Дзен и искусство ухода за мотоциклом - [12]
— Так вот, могу предсказать, что если ты будешь думать достаточно долго, то будешь ходить все вокруг да около, вокруг да около, и только тогда придёшь к единственно возможному, рациональному, разумному выводу. Закона тяготения и самого притяжения до Исаака Ньютона не было. Любой другой вывод не имеет смысла.
— А это значит, — спешу я, пока он не перебил меня, — это значит, что закон всемирного тяготения не существует нигде, кроме как в понятиях людей! Это призрак! Мы все слишком запальчивы и самодовольны, попирая призраки других людей, но в то же время так же невежественны, дики и суеверны в отношении своих собственных.

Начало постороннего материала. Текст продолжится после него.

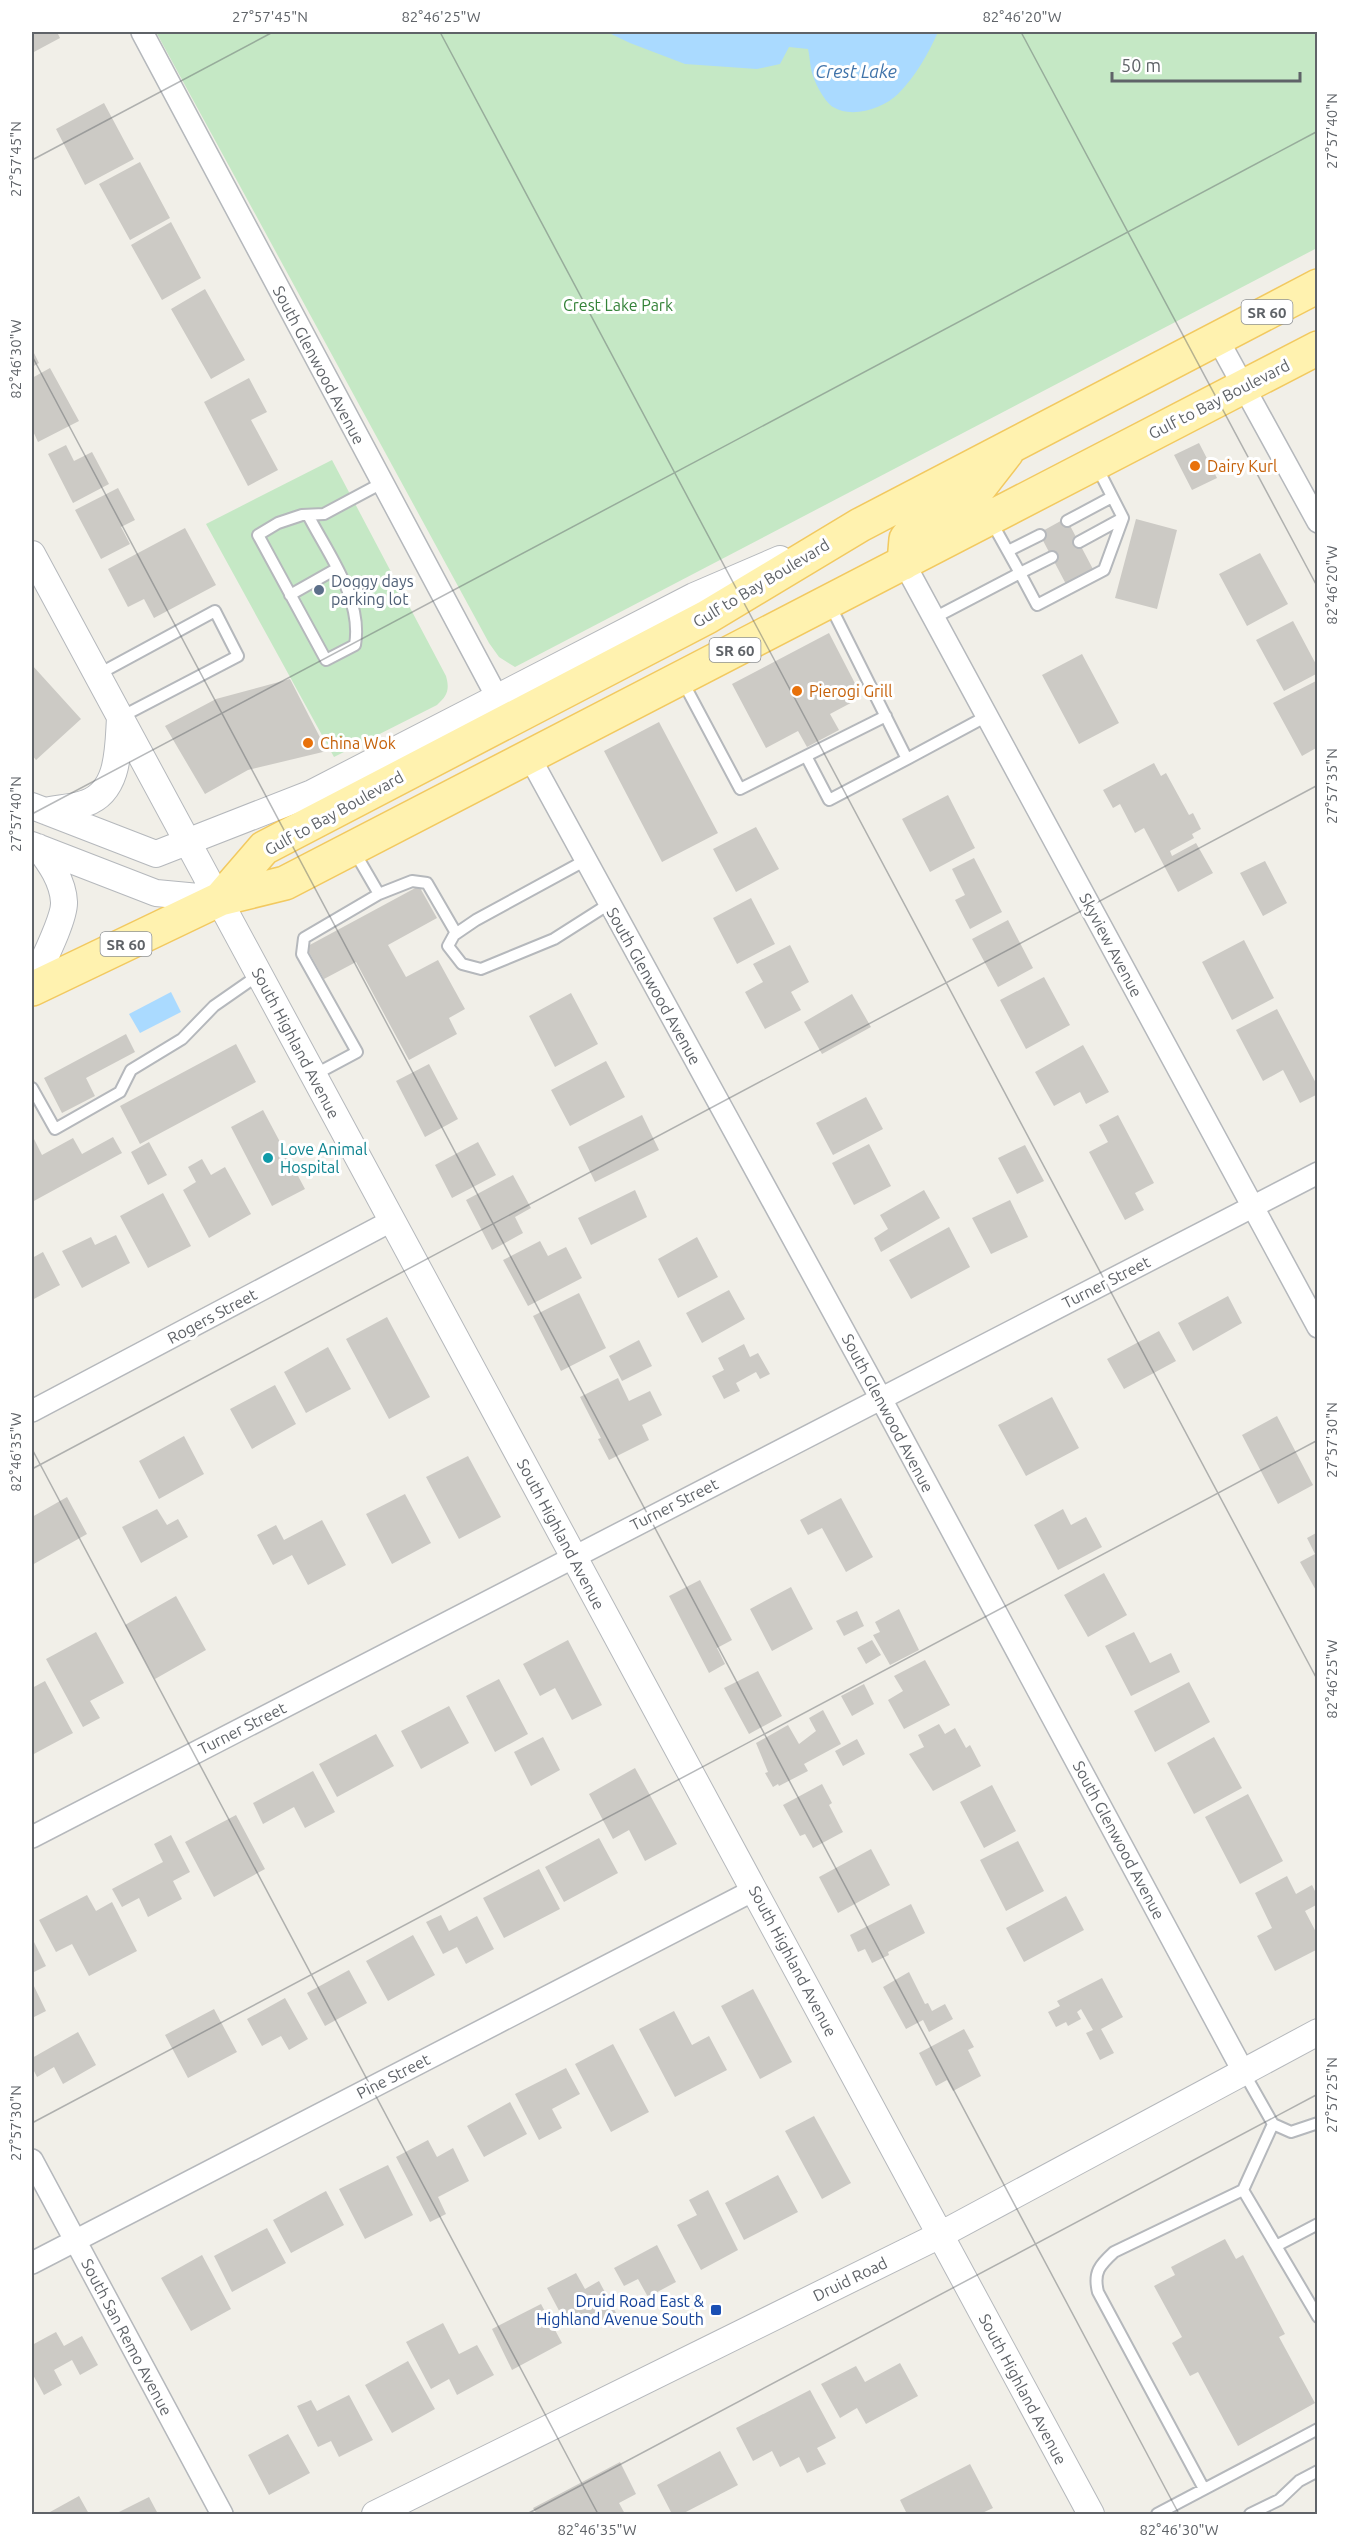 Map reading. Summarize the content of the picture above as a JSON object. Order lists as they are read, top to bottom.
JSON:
{
  "streets": {
    "main road": ["SR 60", "Gulf to Bay Boulevard"],
    "street": [
      "South Glenwood Avenue",
      "Skyview Avenue",
      "South Highland Avenue",
      "Turner Street",
      "Rogers Street",
      "Pine Street",
      "Druid Road",
      "South San Remo Avenue"
    ]
  },
  "crossings": [
    ["SR 60", "Gulf to Bay Boulevard"],
    ["SR 60", "South Highland Avenue"],
    ["South Glenwood Avenue", "Gulf to Bay Boulevard"],
    ["South Glenwood Avenue", "Turner Street"],
    ["South Glenwood Avenue", "Druid Road"],
    ["Gulf to Bay Boulevard", "Skyview Avenue"],
    ["Gulf to Bay Boulevard", "South Highland Avenue"],
    ["Skyview Avenue", "Turner Street"],
    ["South Highland Avenue", "Turner Street"],
    ["South Highland Avenue", "Rogers Street"],
    ["South Highland Avenue", "Pine Street"],
    ["South Highland Avenue", "Druid Road"],
    ["Pine Street", "South San Remo Avenue"]
  ],
  "water": ["Crest Lake"],
  "parks": ["Crest Lake Park"],
  "places": {
    "other": [
      "Dairy Kurl",
      "Doggy days parking lot",
      "Pierogi Grill",
      "China Wok",
      "Love Animal Hospital"
    ],
    "transit": ["Druid Road East & Highland Avenue South"]
  },
  "scale_bar": "50 m",
  "coordinates": [
    "27°57'45\"N",
    "82°46'25\"W",
    "82°46'20\"W",
    "27°57'40\"N",
    "82°46'30\"W",
    "27°57'35\"N",
    "27°57'30\"N",
    "82°46'35\"W",
    "27°57'25\"N"
  ]
} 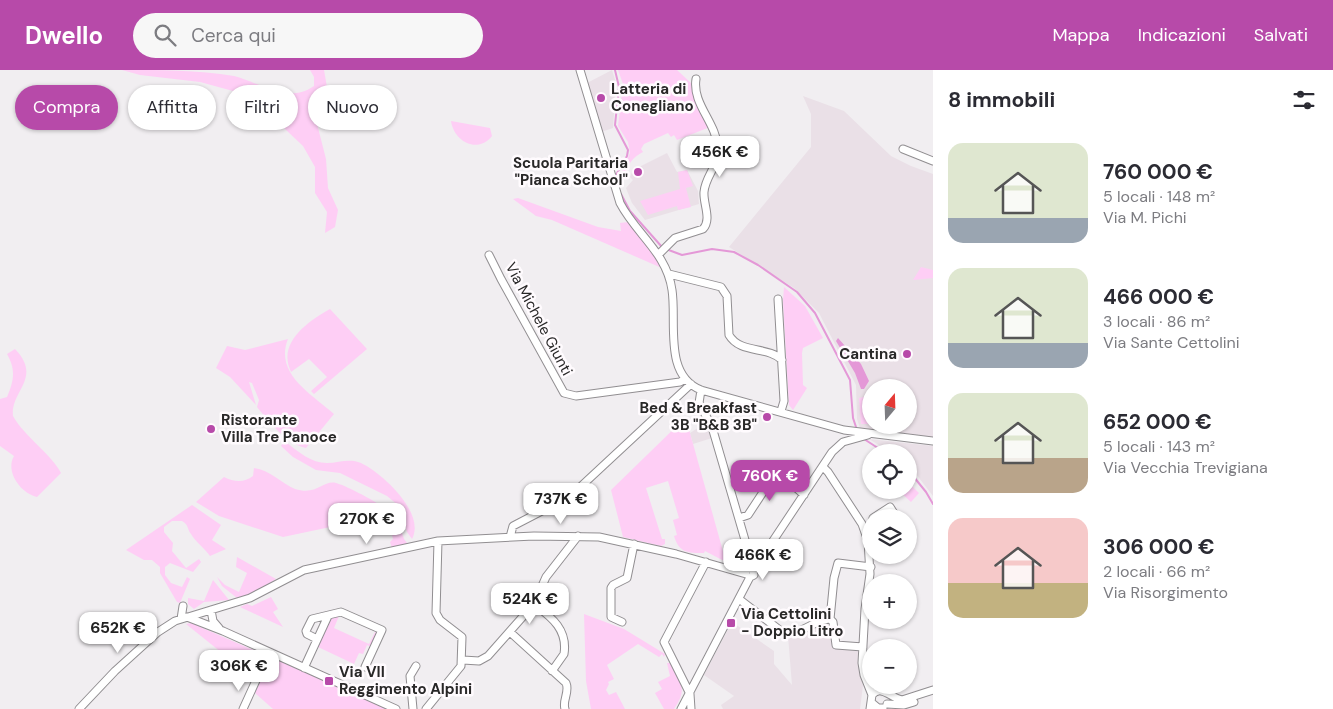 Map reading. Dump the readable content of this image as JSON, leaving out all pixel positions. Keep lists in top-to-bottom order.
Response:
{
  "streets": {
    "street": ["Via Michele Giunti"]
  },
  "places": {
    "other": [
      "Latteria di Conegliano",
      "Scuola Paritaria \"Pianca School\"",
      "Cantina",
      "Bed & Breakfast 3B \"B&B 3B\"",
      "Ristorante Villa Tre Panoce"
    ],
    "transit": ["Via Cettolini - Doppio Litro", "Via VII Reggimento Alpini"]
  },
  "north": "top",
  "page": {
    "header": "Dwello",
    "search": "Cerca qui",
    "nav": ["Mappa", "Indicazioni", "Salvati"],
    "heading": "8 immobili",
    "chip": [
      "Compra",
      "Affitta",
      "Filtri",
      "Nuovo"
    ],
    "list": [
      {
        "name": "760 000 €",
        "note": "5 locali · 148 m² · Via M. Pichi"
      },
      {
        "name": "466 000 €",
        "note": "3 locali · 86 m² · Via Sante Cettolini"
      },
      {
        "name": "652 000 €",
        "note": "5 locali · 143 m² · Via Vecchia Trevigiana"
      },
      {
        "name": "306 000 €",
        "note": "2 locali · 66 m² · Via Risorgimento"
      }
    ],
    "price": [
      "456K €",
      "760K €",
      "737K €",
      "270K €",
      "466K €",
      "524K €",
      "652K €",
      "306K €"
    ],
    "map_buttons": ["+", "−"]
  }
} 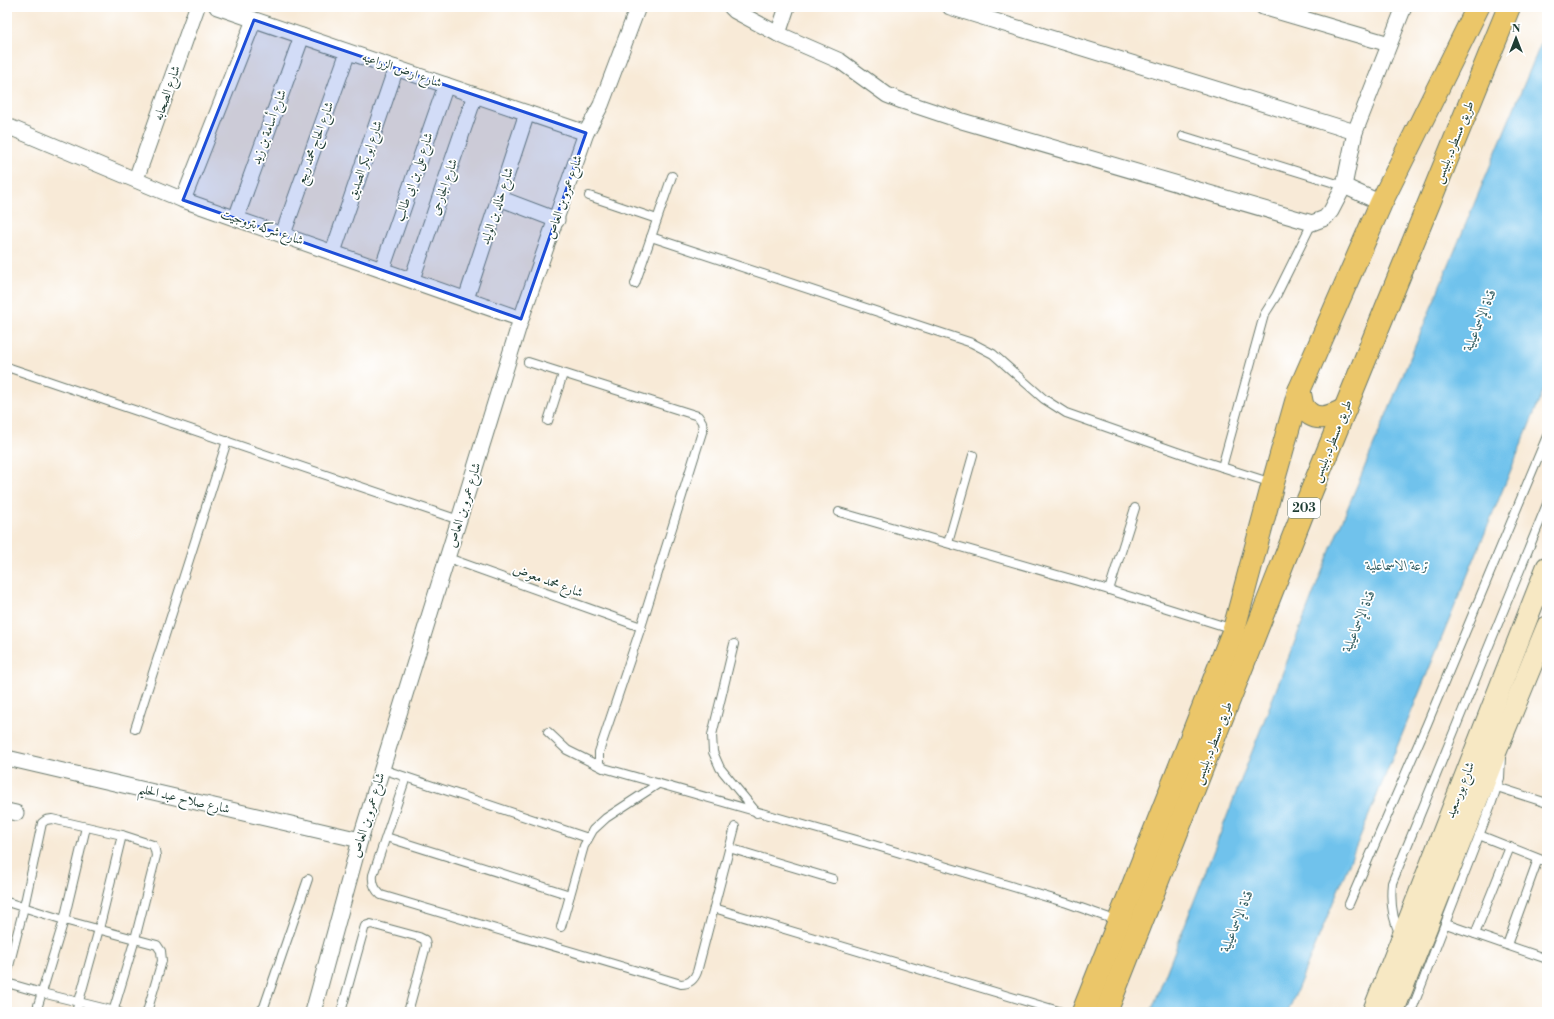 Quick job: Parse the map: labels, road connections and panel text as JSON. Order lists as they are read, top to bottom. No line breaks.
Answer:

— Почему же тогда все верят в закон тяготения?
— Массовый гипноз. Это вполне ортодоксальная форма, известная под названием «просвещение».
— Ты хочешь сказать, что учитель гипнотизирует детей и прививает им веру в закон тяготения?
— Конечно.
— Но это же абсурд.
— Ты слышал о важности зрительного контакта в классной комнате? Это подчёркивают все педагоги. Но никто так и не объяснил его суть.
Джон качает головой и наливает мне ещё порцию виски. Он прикрывает рот рукой и шутя говорит в сторону Сильвии: «А ты знаешь, он почти всегда казался мне нормальным человеком.»
Я возражаю: — Это первая из нормальных мыслей, которую я высказал в течение многих недель. Всё остальное время я просто прикидываюсь лунатиком двадцатого века, точно так же как и ты. Чтобы не привлекать к себе внимания.
— Но для тебя я повторю, — говорю я. — Мы считаем, что бесплотные слова сэра Исаака Ньютона находились прямо среди небытия миллионы лет до того, как он родился и затем по волшебству открыл их. Но ведь они всегда существовали, даже если ни к чему и не относились. Постепенно возник мир, и тогда они стали относиться к нему. В самом деле, сами эти слова образовали мир. Вот это-то, Джон, и парадоксально. Проблема, противоречие, в которых увязли учёные, это разум. У разума нет материи или энергии, но никто не может избежать его преобладания во всём, чем бы ни занимался. Логика заключена в разуме. Числа существуют только в уме. И меня не тревожат утверждения учёных, что призраки существуют только в воображении. Меня беспокоит лишь «только». Наука тоже существует только в твоём воображении, и поэтому это не так уж плохо. Да и призраки тоже.
Они молча смотрят на меня, а я продолжаю: Законы природы — это лишь изобретение человека, как и призраки. Законы логики, математики такие же человеческие изобретения, как и призраки. Всё-всё на свете представляет собой изобретение человека, в том числе и понятие о том, что это не изобретение человека. Мир вообще не существует кроме как в воображении человека. Всё это призрак, и в античности это и признавалось как призрак, весь мир благословенный, в котором мы и живём. Им и управляют призраки. Мы и видим то, что мы видим, только потому, что призраки указывают нам на это, призраки Моисея и Христа, Будды и Платона, Декарта, Руссо, Джефферсона и Линкольна и так далее, и тому подобное. Ньютон — очень хороший призрак. Один из лучших. И наш здравый смысл — ничто иное, как голоса тысяч и тысяч таких призраков из прошлого. Призраки и ещё призраки. Призраки, которые стремятся найти себе место среди живых.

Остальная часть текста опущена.